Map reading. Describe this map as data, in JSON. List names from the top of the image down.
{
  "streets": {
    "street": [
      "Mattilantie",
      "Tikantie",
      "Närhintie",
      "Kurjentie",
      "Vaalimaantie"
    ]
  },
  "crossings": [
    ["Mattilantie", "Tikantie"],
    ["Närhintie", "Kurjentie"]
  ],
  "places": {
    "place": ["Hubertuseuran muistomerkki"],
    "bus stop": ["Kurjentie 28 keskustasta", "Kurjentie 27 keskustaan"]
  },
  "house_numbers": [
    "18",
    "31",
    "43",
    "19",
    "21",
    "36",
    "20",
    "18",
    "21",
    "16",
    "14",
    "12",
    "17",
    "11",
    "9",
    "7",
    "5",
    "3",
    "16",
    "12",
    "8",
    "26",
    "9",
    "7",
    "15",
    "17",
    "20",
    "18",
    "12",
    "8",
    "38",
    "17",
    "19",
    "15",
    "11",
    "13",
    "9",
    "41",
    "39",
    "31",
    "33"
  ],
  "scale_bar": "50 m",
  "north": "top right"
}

AIM OF THE EXERCISE: Copy out each line in the listing that has the word "Kurjentie".

EXERCISE ANSWER:
      "Kurjentie",
    ["Närhintie", "Kurjentie"]
    "bus stop": ["Kurjentie 28 keskustasta", "Kurjentie 27 keskustaan"]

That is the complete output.